RECORD EXCERPTS:

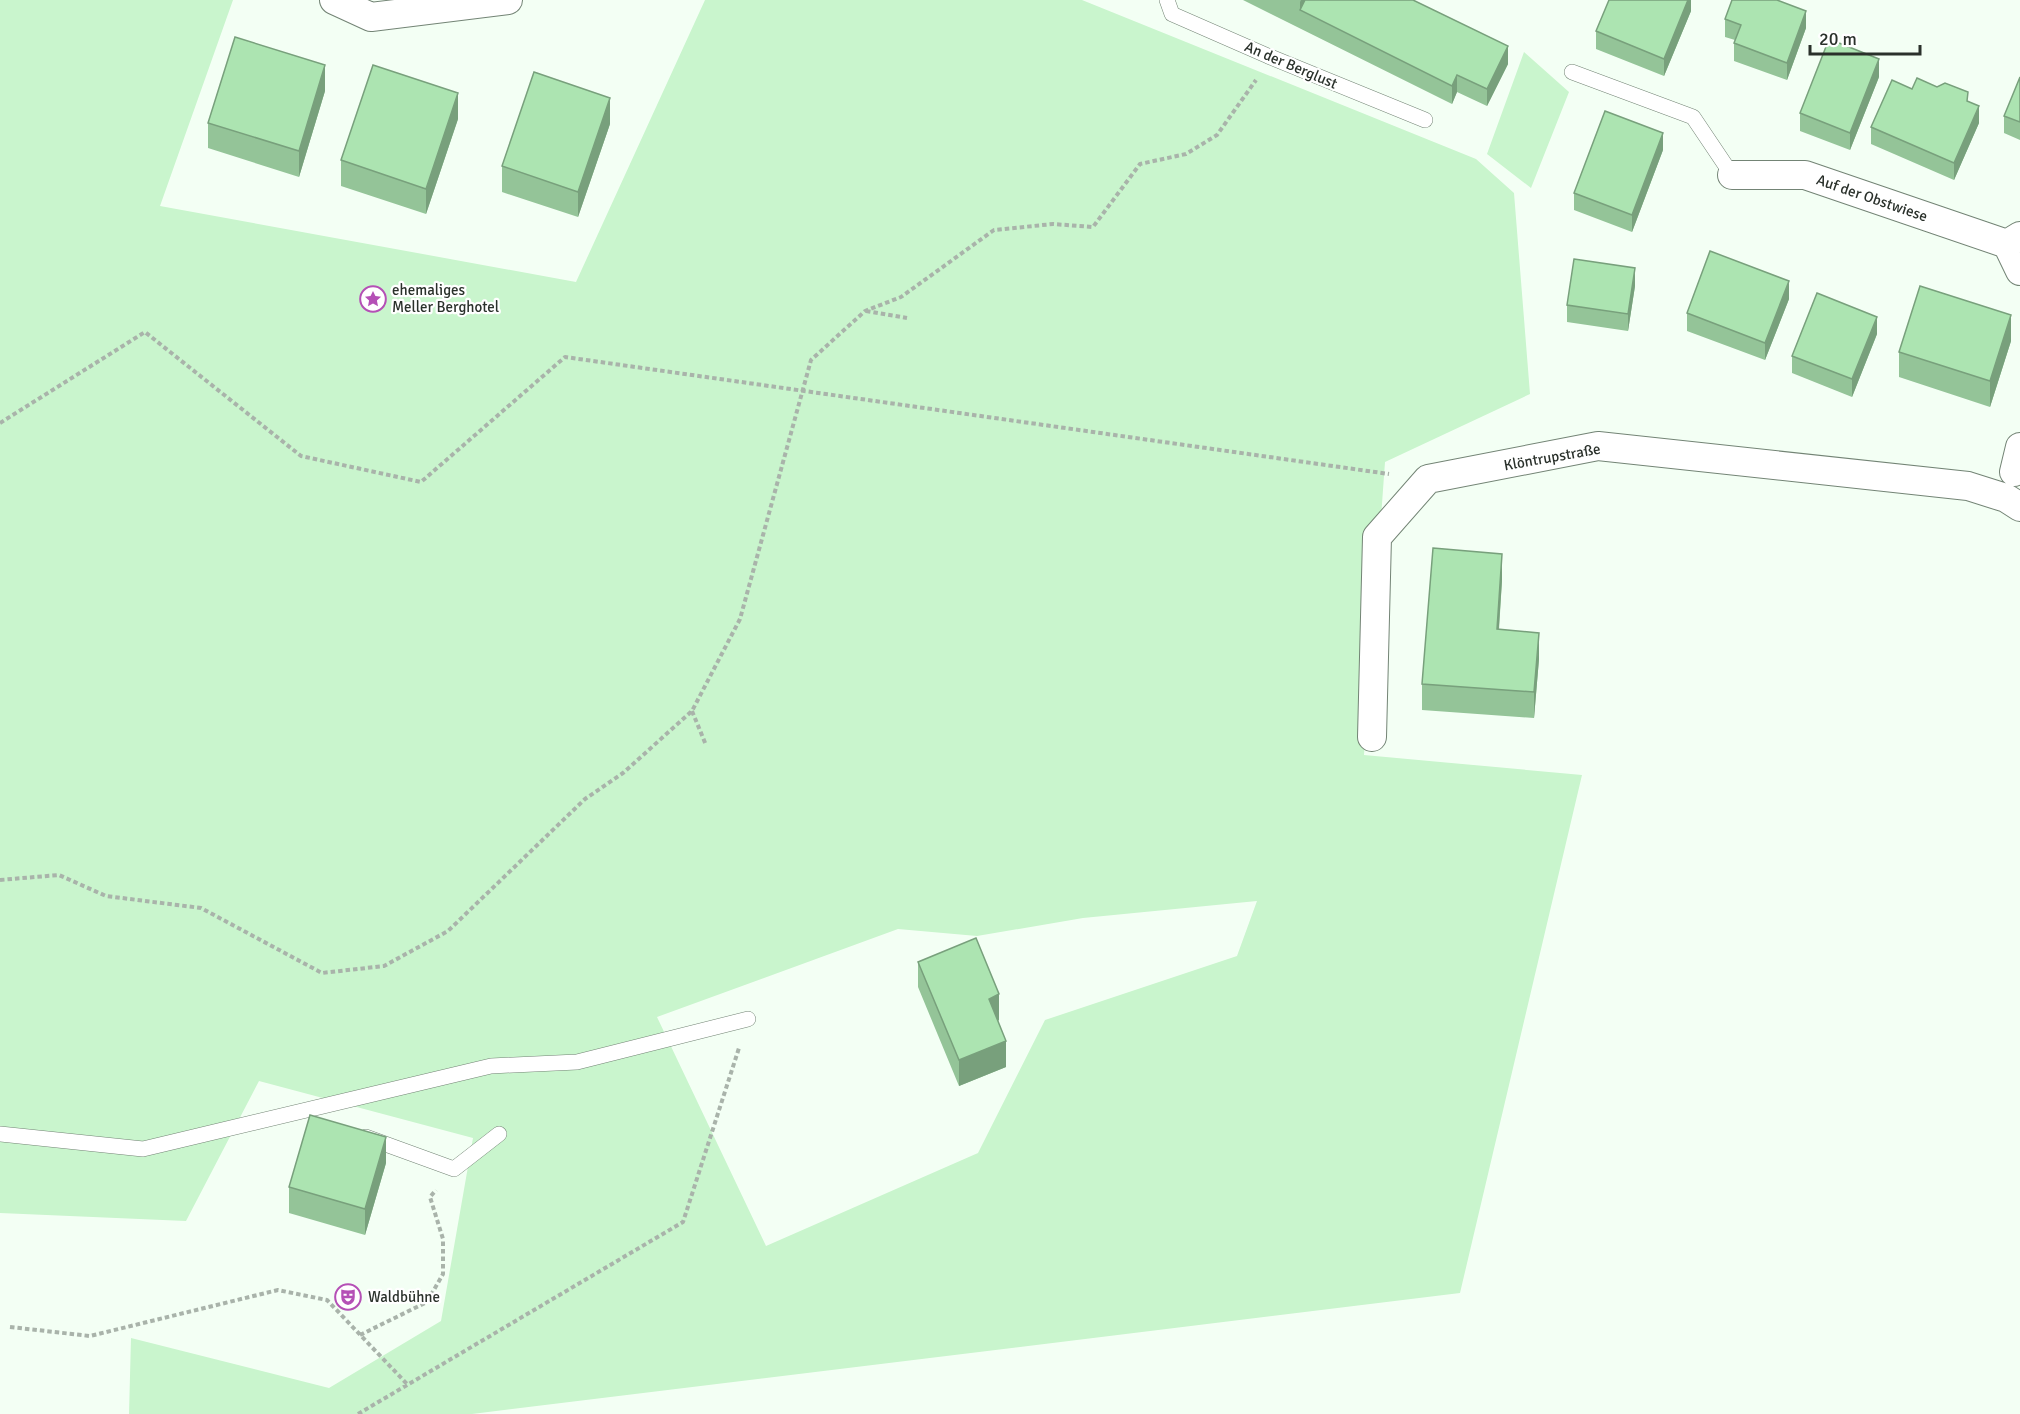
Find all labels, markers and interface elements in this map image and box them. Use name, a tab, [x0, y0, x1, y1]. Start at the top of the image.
scale bar	[1810, 18, 1920, 56]
text: 20 m	[1819, 28, 1857, 50]
street label: An der Berglust	[1242, 37, 1340, 93]
street label: Auf der Obstwiese	[1814, 171, 1930, 225]
place label: ehemaliges Meller Berghotel	[392, 281, 499, 316]
place icon: ehemaliges Meller Berghotel	[358, 284, 388, 314]
street label: Klöntrupstraße	[1502, 440, 1602, 474]
theatre icon: Waldbühne	[333, 1282, 363, 1312]
place label: Waldbühne	[368, 1288, 440, 1306]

WHAT YOU ARE ASKED TO DO: Write out all the entries word for word, but skip any images.

RESPONSE AREA:
Find all labels, markers and interface elements in this map image and box them. Use name, a tab, [x0, y0, x1, y1]. Start at the top of the image.
scale bar	[1810, 18, 1920, 56]
text: 20 m	[1819, 28, 1857, 50]
street label: An der Berglust	[1242, 37, 1340, 93]
street label: Auf der Obstwiese	[1814, 171, 1930, 225]
place label: ehemaliges Meller Berghotel	[392, 281, 499, 316]
place icon: ehemaliges Meller Berghotel	[358, 284, 388, 314]
street label: Klöntrupstraße	[1502, 440, 1602, 474]
theatre icon: Waldbühne	[333, 1282, 363, 1312]
place label: Waldbühne	[368, 1288, 440, 1306]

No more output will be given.